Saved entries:

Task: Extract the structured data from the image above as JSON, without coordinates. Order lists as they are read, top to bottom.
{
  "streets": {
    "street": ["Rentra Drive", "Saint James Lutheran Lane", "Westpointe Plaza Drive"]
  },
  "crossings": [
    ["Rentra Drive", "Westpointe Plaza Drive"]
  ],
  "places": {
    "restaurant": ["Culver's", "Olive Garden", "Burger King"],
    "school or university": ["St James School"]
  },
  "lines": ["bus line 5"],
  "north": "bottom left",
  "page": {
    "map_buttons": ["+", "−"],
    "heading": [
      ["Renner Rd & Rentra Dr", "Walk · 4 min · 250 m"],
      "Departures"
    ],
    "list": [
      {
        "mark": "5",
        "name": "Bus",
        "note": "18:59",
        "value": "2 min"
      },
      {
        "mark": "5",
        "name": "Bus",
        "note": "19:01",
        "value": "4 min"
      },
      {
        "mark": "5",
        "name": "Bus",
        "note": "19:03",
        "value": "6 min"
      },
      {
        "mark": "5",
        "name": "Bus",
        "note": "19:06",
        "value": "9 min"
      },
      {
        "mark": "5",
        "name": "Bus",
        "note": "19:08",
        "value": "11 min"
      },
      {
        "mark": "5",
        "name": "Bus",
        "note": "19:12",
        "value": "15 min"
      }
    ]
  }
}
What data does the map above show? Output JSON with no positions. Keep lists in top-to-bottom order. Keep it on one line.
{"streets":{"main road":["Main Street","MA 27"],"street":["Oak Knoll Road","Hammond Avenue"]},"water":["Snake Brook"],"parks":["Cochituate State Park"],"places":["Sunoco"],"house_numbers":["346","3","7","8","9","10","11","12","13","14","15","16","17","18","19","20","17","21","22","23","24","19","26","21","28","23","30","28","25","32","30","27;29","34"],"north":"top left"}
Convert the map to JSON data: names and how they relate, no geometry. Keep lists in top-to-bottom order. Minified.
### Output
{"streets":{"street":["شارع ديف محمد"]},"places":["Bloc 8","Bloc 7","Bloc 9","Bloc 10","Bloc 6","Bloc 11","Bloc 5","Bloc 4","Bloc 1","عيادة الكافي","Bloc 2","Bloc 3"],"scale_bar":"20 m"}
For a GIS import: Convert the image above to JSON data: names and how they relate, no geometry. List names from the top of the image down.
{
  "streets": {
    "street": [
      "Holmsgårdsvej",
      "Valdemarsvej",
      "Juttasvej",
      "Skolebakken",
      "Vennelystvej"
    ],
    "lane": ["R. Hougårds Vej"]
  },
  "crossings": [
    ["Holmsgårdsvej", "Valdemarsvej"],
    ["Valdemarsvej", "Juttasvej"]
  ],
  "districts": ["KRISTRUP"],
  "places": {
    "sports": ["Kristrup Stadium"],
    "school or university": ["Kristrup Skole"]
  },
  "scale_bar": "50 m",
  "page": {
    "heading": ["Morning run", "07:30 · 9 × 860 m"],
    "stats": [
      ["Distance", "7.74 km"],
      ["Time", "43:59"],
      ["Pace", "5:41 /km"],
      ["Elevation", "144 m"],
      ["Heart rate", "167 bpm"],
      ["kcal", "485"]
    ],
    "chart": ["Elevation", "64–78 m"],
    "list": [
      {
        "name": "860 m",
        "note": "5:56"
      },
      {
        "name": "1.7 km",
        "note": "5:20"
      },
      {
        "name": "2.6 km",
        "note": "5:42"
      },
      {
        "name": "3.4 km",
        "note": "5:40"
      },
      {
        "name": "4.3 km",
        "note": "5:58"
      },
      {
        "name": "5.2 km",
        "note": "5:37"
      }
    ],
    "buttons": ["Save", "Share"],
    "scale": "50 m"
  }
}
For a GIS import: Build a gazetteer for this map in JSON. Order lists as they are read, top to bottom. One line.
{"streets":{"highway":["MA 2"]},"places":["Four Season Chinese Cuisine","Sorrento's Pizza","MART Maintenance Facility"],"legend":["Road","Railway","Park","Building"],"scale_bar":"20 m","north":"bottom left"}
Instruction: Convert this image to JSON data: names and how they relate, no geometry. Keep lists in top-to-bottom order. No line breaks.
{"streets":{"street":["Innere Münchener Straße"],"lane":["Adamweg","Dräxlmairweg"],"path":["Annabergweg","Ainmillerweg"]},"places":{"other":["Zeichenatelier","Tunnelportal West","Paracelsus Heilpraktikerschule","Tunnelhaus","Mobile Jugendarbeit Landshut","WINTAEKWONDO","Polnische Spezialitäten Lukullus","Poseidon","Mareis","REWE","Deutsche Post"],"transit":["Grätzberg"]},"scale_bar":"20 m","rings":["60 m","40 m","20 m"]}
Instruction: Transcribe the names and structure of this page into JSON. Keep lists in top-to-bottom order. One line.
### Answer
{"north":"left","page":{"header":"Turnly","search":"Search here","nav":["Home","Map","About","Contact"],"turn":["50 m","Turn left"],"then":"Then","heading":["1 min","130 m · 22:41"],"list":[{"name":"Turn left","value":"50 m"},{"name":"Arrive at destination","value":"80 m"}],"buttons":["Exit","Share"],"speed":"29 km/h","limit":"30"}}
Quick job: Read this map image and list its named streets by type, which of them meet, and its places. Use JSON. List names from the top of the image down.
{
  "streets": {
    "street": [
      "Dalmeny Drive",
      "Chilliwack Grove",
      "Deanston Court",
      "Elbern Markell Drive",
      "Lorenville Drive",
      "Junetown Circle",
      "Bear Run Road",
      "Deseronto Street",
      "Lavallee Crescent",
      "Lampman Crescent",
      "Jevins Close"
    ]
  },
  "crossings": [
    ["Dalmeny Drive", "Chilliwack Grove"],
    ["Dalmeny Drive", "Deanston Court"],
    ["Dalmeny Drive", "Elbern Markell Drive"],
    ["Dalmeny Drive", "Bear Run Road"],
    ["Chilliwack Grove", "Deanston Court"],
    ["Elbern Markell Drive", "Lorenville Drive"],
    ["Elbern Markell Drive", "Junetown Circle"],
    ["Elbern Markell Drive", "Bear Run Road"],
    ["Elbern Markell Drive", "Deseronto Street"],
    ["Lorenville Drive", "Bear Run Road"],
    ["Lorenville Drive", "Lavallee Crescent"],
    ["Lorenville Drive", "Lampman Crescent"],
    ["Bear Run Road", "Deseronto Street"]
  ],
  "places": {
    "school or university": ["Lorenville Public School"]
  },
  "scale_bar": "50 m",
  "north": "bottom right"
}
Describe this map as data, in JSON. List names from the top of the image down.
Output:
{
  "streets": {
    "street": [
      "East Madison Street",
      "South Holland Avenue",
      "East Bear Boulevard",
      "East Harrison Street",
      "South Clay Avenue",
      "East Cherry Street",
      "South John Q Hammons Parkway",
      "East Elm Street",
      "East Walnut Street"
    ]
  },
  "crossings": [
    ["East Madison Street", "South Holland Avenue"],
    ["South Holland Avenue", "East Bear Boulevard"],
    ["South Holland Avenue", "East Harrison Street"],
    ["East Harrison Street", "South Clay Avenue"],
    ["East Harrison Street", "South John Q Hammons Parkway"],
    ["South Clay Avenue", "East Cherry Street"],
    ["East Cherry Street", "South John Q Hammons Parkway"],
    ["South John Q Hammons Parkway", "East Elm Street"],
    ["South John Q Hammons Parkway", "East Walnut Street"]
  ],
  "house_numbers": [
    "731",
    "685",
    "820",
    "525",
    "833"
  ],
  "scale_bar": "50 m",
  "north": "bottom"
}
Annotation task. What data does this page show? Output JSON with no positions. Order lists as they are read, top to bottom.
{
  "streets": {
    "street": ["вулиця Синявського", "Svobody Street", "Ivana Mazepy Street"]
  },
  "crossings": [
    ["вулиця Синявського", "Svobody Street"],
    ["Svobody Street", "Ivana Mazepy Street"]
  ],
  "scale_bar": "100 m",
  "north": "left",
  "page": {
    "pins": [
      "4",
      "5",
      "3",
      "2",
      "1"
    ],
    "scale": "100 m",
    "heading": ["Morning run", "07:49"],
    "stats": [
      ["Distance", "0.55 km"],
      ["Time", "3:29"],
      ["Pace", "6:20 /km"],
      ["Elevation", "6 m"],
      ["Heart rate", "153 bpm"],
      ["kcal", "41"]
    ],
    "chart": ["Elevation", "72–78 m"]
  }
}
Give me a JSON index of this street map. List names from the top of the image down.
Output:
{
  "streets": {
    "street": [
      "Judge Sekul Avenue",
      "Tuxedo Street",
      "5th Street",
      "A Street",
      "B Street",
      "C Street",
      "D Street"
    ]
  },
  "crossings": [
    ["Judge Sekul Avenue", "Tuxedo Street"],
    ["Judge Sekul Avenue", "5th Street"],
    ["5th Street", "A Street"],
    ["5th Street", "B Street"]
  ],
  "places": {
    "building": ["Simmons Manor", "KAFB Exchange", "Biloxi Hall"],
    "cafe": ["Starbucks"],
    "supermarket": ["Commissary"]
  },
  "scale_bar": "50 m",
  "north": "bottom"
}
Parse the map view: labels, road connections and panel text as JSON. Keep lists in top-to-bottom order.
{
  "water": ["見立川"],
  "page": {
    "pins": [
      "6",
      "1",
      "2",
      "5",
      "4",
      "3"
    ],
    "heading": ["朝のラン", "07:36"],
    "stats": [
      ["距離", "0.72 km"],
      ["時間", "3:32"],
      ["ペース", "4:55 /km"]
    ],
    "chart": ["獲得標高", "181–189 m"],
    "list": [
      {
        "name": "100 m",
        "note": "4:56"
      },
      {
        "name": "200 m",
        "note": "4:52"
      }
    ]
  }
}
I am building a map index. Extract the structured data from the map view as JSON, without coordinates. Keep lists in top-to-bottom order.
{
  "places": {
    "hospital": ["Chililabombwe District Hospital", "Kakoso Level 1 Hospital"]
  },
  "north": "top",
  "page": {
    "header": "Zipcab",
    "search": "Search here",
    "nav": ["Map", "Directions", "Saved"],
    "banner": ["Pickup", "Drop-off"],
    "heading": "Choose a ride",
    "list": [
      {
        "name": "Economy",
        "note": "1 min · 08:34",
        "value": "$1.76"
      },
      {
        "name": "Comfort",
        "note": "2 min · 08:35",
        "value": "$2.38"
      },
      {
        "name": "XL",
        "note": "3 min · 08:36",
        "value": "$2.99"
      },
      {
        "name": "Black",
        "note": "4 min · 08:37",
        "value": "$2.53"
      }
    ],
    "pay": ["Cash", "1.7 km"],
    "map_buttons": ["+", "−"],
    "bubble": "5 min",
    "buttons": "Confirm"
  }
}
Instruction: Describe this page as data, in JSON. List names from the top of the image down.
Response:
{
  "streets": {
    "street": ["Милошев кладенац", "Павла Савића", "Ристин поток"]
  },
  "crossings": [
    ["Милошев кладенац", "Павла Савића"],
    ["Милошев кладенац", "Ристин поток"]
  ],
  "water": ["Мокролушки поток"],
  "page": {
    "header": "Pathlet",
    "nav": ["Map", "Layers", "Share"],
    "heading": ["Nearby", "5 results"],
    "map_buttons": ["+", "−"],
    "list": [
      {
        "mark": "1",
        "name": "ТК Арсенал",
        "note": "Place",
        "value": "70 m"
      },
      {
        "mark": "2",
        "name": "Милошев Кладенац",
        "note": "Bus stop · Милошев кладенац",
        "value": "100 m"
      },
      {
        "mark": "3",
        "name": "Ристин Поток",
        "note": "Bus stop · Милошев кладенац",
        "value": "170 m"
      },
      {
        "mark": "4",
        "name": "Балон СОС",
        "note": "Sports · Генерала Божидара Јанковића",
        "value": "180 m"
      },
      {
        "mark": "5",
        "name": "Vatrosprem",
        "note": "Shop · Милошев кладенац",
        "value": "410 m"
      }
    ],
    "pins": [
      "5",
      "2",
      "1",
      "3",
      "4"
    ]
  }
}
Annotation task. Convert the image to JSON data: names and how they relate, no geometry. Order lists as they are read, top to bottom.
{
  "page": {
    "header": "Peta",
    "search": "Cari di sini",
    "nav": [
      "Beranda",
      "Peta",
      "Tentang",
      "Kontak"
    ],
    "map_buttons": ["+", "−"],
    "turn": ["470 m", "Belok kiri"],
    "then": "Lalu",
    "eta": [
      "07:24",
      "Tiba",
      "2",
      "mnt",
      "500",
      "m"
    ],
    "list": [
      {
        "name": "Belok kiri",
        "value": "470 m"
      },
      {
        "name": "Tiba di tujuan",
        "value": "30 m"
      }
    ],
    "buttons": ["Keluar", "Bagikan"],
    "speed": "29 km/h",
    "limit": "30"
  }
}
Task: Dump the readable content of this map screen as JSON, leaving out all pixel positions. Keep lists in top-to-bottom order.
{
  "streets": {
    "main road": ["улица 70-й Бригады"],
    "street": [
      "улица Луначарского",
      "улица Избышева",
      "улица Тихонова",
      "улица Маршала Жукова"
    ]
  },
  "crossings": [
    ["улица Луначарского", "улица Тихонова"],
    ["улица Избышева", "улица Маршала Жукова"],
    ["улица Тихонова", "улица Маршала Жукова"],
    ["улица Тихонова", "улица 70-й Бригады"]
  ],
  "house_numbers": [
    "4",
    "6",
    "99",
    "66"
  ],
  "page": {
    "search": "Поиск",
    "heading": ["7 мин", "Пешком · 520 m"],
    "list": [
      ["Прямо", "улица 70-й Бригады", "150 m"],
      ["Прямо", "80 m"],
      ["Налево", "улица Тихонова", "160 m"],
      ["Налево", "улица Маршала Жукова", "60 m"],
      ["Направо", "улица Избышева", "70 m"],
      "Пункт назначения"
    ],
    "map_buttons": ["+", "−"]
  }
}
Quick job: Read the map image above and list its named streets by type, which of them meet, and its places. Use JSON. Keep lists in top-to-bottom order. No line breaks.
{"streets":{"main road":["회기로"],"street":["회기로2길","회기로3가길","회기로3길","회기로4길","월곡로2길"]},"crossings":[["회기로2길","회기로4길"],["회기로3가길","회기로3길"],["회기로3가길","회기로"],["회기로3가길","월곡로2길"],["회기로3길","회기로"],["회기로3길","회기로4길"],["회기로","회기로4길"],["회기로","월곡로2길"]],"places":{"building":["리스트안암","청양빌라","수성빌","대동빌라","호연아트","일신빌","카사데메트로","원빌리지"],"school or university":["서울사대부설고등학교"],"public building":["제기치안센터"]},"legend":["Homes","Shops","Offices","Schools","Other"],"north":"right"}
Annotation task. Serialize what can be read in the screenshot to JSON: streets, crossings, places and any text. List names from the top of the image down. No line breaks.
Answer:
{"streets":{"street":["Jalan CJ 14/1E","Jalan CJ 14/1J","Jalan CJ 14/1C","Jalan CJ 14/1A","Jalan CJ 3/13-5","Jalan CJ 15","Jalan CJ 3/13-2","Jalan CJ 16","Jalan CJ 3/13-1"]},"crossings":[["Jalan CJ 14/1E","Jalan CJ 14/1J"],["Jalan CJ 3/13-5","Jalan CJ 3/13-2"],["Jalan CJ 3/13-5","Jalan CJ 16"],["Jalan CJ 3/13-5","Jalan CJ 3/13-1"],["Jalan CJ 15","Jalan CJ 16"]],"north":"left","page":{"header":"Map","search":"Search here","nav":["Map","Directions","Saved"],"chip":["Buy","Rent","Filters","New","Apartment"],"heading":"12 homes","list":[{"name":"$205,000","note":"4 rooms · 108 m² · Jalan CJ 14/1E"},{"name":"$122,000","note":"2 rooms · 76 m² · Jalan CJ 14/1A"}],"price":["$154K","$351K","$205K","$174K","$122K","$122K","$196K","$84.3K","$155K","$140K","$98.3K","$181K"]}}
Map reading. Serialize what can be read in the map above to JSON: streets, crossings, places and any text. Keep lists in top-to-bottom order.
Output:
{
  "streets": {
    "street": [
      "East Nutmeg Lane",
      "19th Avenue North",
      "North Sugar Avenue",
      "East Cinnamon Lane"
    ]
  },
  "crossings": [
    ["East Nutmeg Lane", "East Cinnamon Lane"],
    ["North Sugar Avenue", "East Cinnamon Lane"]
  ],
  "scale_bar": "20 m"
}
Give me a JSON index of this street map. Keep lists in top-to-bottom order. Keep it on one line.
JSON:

▶ TASK DESCRIPTION: When the word "Describe" shows up in a line of the entries, pull that line out.

▶ EXERCISE SOLUTION:
Describe this map as data, in JSON. List names from the top of the image down.
Instruction: Describe this page as data, in JSON. List names from the top of the image down.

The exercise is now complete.